→ **THE INPUT**:

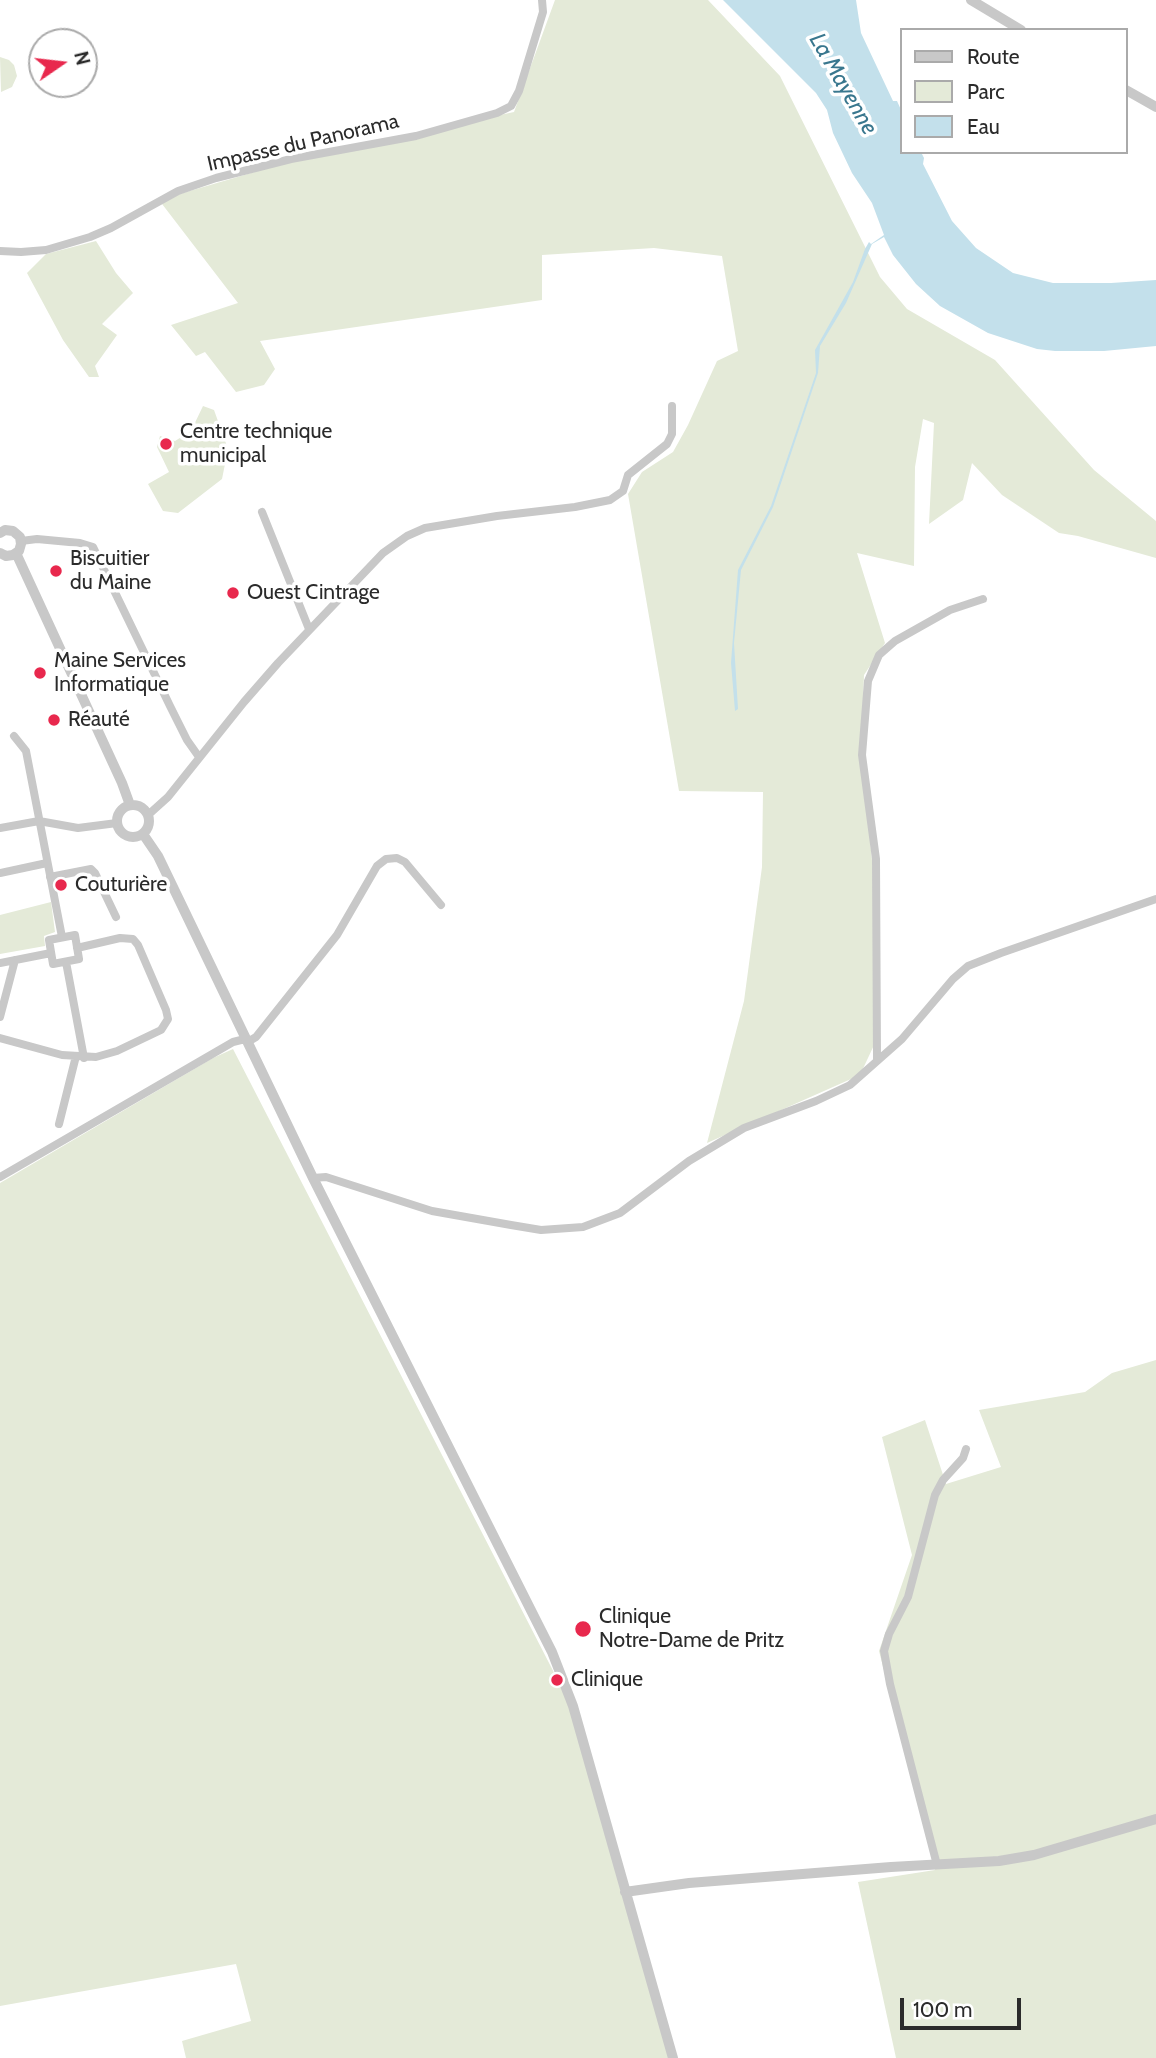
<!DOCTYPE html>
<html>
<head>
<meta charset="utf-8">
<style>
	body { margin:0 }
	#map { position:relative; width:1156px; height:2058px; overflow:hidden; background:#fff; font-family:Cabin,sans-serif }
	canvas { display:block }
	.legend { position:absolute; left:900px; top:28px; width:228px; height:126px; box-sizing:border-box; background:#fff; border:2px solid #aaa; margin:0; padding:9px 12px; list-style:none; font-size:21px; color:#2b2b2b }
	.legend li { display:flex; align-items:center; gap:14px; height:35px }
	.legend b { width:35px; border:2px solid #aaa }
	.north { position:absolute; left:28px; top:28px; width:70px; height:70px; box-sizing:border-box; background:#fff; border:2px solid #aaa; border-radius:50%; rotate:76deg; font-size:19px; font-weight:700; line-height:28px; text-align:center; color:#2b2b2b }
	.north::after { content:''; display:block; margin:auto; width:24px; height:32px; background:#e8284d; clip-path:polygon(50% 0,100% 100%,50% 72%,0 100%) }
	.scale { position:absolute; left:900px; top:1998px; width:121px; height:32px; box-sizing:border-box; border:4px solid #2b2b2b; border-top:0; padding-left:9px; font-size:21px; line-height:24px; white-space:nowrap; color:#2b2b2b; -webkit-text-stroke:5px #fff; paint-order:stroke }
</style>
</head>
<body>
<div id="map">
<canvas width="1156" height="2058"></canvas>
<ul class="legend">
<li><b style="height:9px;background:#c8c8c8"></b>Route</li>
<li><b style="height:19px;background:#e4ead8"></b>Parc</li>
<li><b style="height:19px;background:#c3e0eb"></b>Eau</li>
</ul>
<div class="north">N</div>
<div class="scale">100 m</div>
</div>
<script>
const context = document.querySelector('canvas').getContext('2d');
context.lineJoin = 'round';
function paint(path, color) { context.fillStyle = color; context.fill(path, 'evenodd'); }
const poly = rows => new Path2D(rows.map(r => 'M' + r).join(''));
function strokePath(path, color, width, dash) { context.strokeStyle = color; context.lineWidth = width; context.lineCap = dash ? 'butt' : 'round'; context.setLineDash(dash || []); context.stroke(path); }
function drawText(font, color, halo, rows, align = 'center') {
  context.font = font + ' Cabin,sans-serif'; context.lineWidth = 7; context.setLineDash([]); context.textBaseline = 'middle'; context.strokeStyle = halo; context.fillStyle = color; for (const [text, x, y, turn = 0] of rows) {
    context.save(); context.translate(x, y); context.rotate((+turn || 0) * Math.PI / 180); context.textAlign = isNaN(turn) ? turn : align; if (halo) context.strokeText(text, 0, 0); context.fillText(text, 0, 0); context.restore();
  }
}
paint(poly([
	[555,0,708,0,780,76,880,277,907,309,995,360,1094,470,1156,521,1156,558,1078,536,1059,533,1002,495,972,463,963,500,929,524,934,423,923,419,915,467,914,566,857,553,885,643,864,675,861,752,874,880,875,1043,860,1075,707,1143,744,1001,762,867,763,792,679,791,628,494,642,472,673,452,688,425,717,361,738,351,722,256,654,248,542,255,542,300,260,341,275,369,264,385,236,392,205,352,196,356,171,325,238,303,159,200,309,156,514,112],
	[0,57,9,60,14,65,17,76,12,87,1,92],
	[96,241,116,273,133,293,102,324,117,335,95,366,99,377,89,377,63,340,27,273,46,254],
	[203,406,214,410,228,449,222,479,178,513,163,511,148,484,169,472,157,447,160,436,175,441,191,431],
	[51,902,55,932,44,936,45,946,0,954,0,915],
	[233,1049,565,1694,674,2058,186,2058,182,2041,251,2021,236,1964,0,2006,0,1183,213,1058],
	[1156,1360,1156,2058,896,2058,858,1882,935,1870,879,1651,912,1555,882,1437,925,1420,946,1484,1001,1467,979,1410,1085,1392,1112,1373]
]), '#e4ead8');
paint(poly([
	[723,0,856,0,861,33,893,101,897,101,902,112,902,152,921,152,924,158,923,164,952,221,976,248,1013,273,1053,283,1111,283,1156,280,1156,346,1104,351,1055,351,1037,349,988,333,940,306,916,284,893,255,884,237,872,244,846,303,820,346,818,373,773,507,741,570,734,643,738,709,735,711,731,663,738,570,771,506,816,373,815,350,853,282,865,249,869,242,871,244,884,235,872,203,852,173,833,133,827,110,816,93]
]), '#c3e0eb');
strokePath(poly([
	[0,251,21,252,46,250,90,237,111,228,178,191,216,178,291,159,416,136,497,113,511,106,519,91,543,12,542,0],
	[262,512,309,629],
	[21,541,37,539,80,543,93,547,170,706,187,740,199,757],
	[14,736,26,751,62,937],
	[148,815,168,797,244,702,278,663,383,553,407,536,425,528,497,516,575,507,610,500,623,491,628,475,667,444,672,434,672,406],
	[0,828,39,821,78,828,117,823],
	[0,873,47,863],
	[50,877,91,869,95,873,116,917],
	[75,935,79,959,53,964,49,940,75,935],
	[66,962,84,1058],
	[0,963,51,953],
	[0,1017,15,960],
	[0,1038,62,1055,96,1057,117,1051,161,1030,168,1019,166,1010,138,945,133,939,120,938,77,948],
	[877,1060,876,859,862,755,868,681,879,655,895,641,950,610,983,599],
	[59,1124,76,1056],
	[0,1177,233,1042,241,1040,251,1040,256,1037,337,935,377,866,386,859,397,858,405,862,441,905],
	[313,1178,326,1177,432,1211,511,1225,541,1230,583,1227,620,1213,689,1161,744,1128,816,1101,850,1085,902,1039,953,979,968,966,1001,953,1156,899],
	[937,1865,890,1684,884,1651,889,1634,908,1597,935,1495,943,1480,963,1458,966,1449]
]), '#c8c8c8', 8);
strokePath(poly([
	[971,0,1021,30],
	[1126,90,1156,107],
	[0,533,5,530,13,531,20,537,21,544,19,551,13,555,6,556,0,553],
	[16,553,122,783,130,805],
	'117 821a16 16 0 1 1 32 0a16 16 0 1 1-32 0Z',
	[143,834,158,856,313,1178,552,1652,573,1706,673,2058],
	[625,1892,689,1883,891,1867,999,1861,1034,1855,1156,1819]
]), '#c8c8c8', 10);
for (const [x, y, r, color] of [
	[166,444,7,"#e8284d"],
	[56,571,7,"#e8284d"],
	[233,593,7,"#e8284d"],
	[40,673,7,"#e8284d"],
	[54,720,7,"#e8284d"],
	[61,885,7,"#e8284d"],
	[583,1629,9,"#e8284d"],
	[557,1680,7,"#e8284d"]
]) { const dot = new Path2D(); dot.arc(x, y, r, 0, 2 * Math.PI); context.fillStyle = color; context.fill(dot); strokePath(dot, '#fff', 2.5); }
drawText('21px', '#2b2b2b', '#fff', [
	["Impasse du Panorama",303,143,-13]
]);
drawText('21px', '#2b2b2b', '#fff', [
	["Centre technique",180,432],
	["municipal",180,456],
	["Biscuitier",70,559],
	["du Maine",70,583],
	["Ouest Cintrage",247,593],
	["Maine Services",54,661],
	["Informatique",54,685],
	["Réauté",68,720],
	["Couturière",75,885],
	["Clinique",599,1617],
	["Notre-Dame de Pritz",599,1641],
	["Clinique",571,1680]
], 'left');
drawText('italic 23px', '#39778e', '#fff', [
	["La Mayenne",843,84,60]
]);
</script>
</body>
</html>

→ **EXERCISE GOAL**: Pictures stay out. Print the data exactly, from its first line through the line containing "context.lineJoin = 'round';".

→ **RESPONSE BOX**:
<!DOCTYPE html>
<html>
<head>
<meta charset="utf-8">
<style>
	body { margin:0 }
	#map { position:relative; width:1156px; height:2058px; overflow:hidden; background:#fff; font-family:Cabin,sans-serif }
	canvas { display:block }
	.legend { position:absolute; left:900px; top:28px; width:228px; height:126px; box-sizing:border-box; background:#fff; border:2px solid #aaa; margin:0; padding:9px 12px; list-style:none; font-size:21px; color:#2b2b2b }
	.legend li { display:flex; align-items:center; gap:14px; height:35px }
	.legend b { width:35px; border:2px solid #aaa }
	.north { position:absolute; left:28px; top:28px; width:70px; height:70px; box-sizing:border-box; background:#fff; border:2px solid #aaa; border-radius:50%; rotate:76deg; font-size:19px; font-weight:700; line-height:28px; text-align:center; color:#2b2b2b }
	.north::after { content:''; display:block; margin:auto; width:24px; height:32px; background:#e8284d; clip-path:polygon(50% 0,100% 100%,50% 72%,0 100%) }
	.scale { position:absolute; left:900px; top:1998px; width:121px; height:32px; box-sizing:border-box; border:4px solid #2b2b2b; border-top:0; padding-left:9px; font-size:21px; line-height:24px; white-space:nowrap; color:#2b2b2b; -webkit-text-stroke:5px #fff; paint-order:stroke }
</style>
</head>
<body>
<div id="map">
<canvas width="1156" height="2058"></canvas>
<ul class="legend">
<li><b style="height:9px;background:#c8c8c8"></b>Route</li>
<li><b style="height:19px;background:#e4ead8"></b>Parc</li>
<li><b style="height:19px;background:#c3e0eb"></b>Eau</li>
</ul>
<div class="north">N</div>
<div class="scale">100 m</div>
</div>
<script>
const context = document.querySelector('canvas').getContext('2d');
context.lineJoin = 'round';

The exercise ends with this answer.